What happens is that Al the Bartender essentially tells Sam it’s up to him if he wants to stop leaping, and that it’s only going to get much harder. (There’s already foreshadowing for the increasing difficulty with the frequency of Sam’s mind merging with hosts). And that Sam’s done more good than he could ever imagine – each of the lives he’s enhanced have enhanced other lives in their turn, and so on. So our intrepid leaper seems to decide not to return home, and instead asks that he be given the chance to fix the one wrong he never even tried to fix… telling Beth, Al’s first and most-loved wife, that Al WILL come home to her. So Beth waits, and she and Al have four kids (instead of Al’s countless marriages).





But, as the final line of the epilogue reads:
Dr Samuel Beckett never returned home.
I found that unbearable the first time, because I felt I was OWED Sam returning home, that HE more than deserved it for all the good he had done. It would have been so easy for them to just let him, to give the viewers a proper ending, some real closure! So I braced myself for feeling that all over again. And yet, this time around, it was the perfect ending.

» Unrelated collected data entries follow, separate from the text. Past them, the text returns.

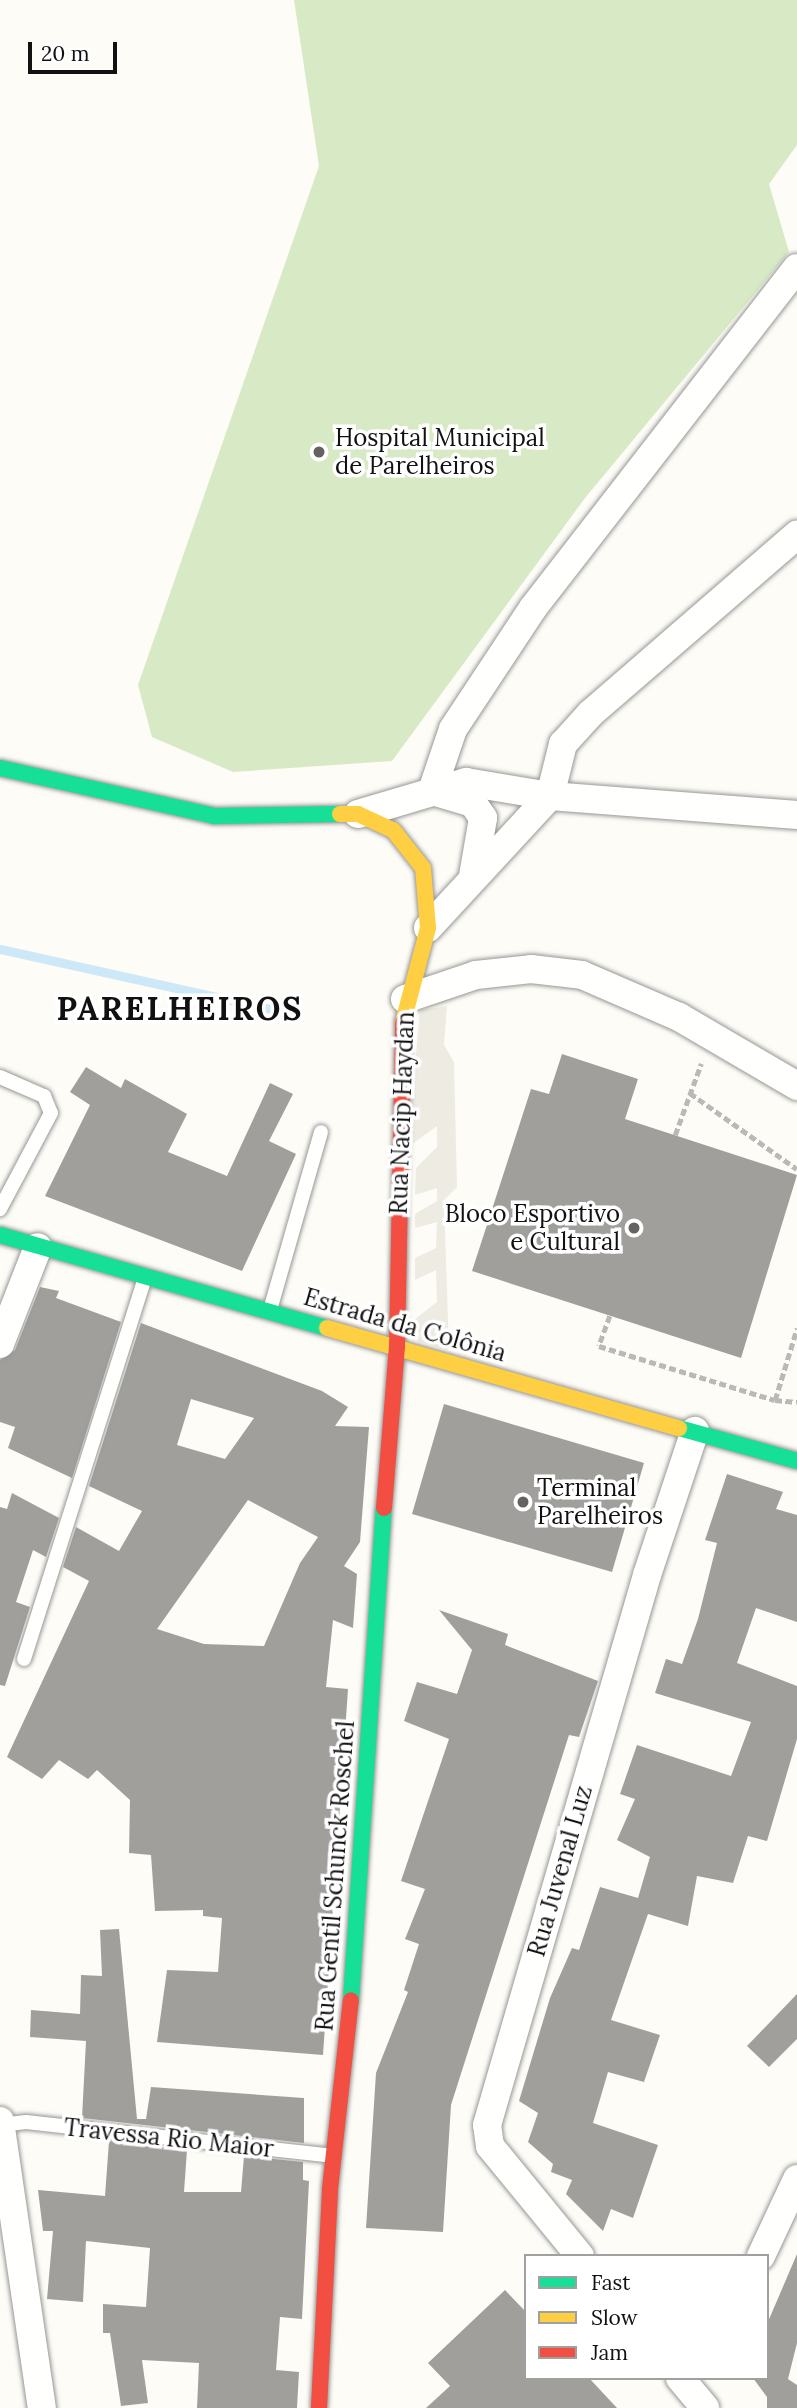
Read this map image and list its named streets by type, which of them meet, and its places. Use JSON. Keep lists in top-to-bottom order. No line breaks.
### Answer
{"streets":{"main road":["Rua Nacip Haydan","Estrada da Colônia","Rua Gentil Schunck Roschel"],"street":["Rua Juvenal Luz"],"lane":["Travessa Rio Maior"]},"crossings":[["Rua Nacip Haydan","Estrada da Colônia"],["Rua Nacip Haydan","Rua Gentil Schunck Roschel"],["Estrada da Colônia","Rua Juvenal Luz"],["Estrada da Colônia","Rua Gentil Schunck Roschel"],["Rua Gentil Schunck Roschel","Travessa Rio Maior"]],"districts":["PARELHEIROS"],"places":["Hospital Municipal de Parelheiros","Bloco Esportivo e Cultural","Terminal Parelheiros"],"legend":["Fast","Slow","Jam"],"scale_bar":"20 m"}
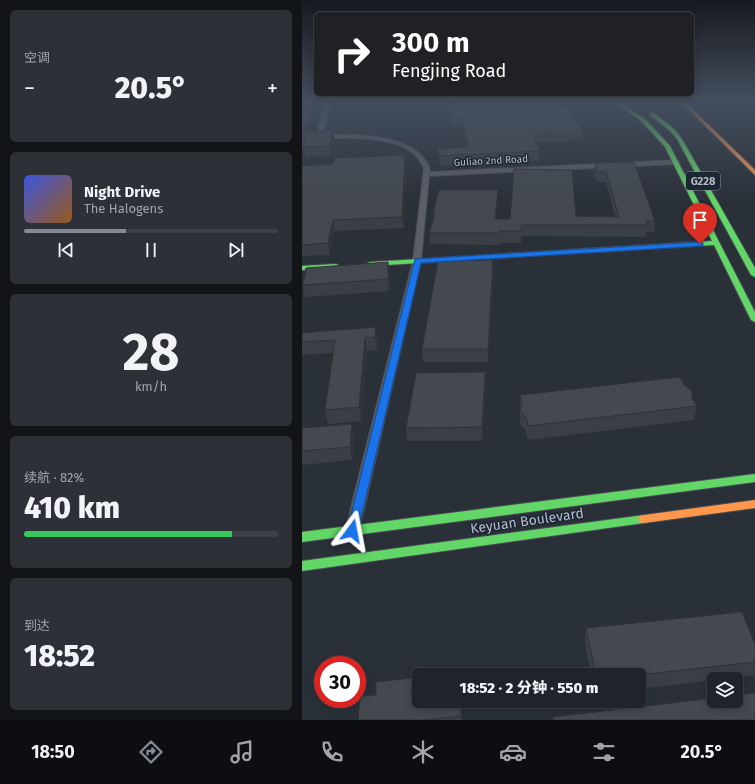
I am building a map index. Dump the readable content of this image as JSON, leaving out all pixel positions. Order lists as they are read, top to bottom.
{
  "streets": {
    "main road": ["G228", "Keyuan Boulevard"],
    "street": ["Guliao 2nd Road"]
  },
  "crossings": [
    ["Guliao 2nd Road", "G228"]
  ],
  "page": {
    "tile": [
      "空调",
      ["28", "km/h"],
      ["续航 · 82%", "410 km"],
      ["到达", "18:52"]
    ],
    "turn": ["300 m", "Fengjing Road"],
    "heat": ["−", "20.5°", "+"],
    "song": ["Night Drive", "The Halogens"],
    "limit": "30",
    "trip": "18:52 · 2 分钟 · 550 m",
    "tabs": ["18:50", "20.5°"]
  }
}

Perhaps it was because I got the sense that the show had come to a natural end anyway, that it was running out of steam, with more duds than goodies in the fourth and fifth seasons… but it was also because Sam had become so much more than just a man who wanted to return home. Who better to improve the world one life at a time than all-singing, all-dancing Dr. Sam, well-endowed with a bottomless well of compassion and the kindest brown eyes ever? Best of all, the ending properly recognised that Quantum Leap was never just about Sam, but about Sam and Al, who have possibly the most beautiful bromance that ever grace the small screen. More than once, Sam, has – unintentionally – let Al down.  When he went to Vietnam, he inadvertently saved his brother’s life instead of taking the opportunity to rescue Al from POW camp. When he leaped into a teenaged Al, he almost sent him to death row. (Any others?). But by giving Al back his Beth, Sam repaid his friend’s loyalty in spades.





With this open ending, it’s like Sam is still out there, with a flamboyantly dressed Al by his side, putting right what once went wrong. And I find that idea, however whimsical, enormously comforting.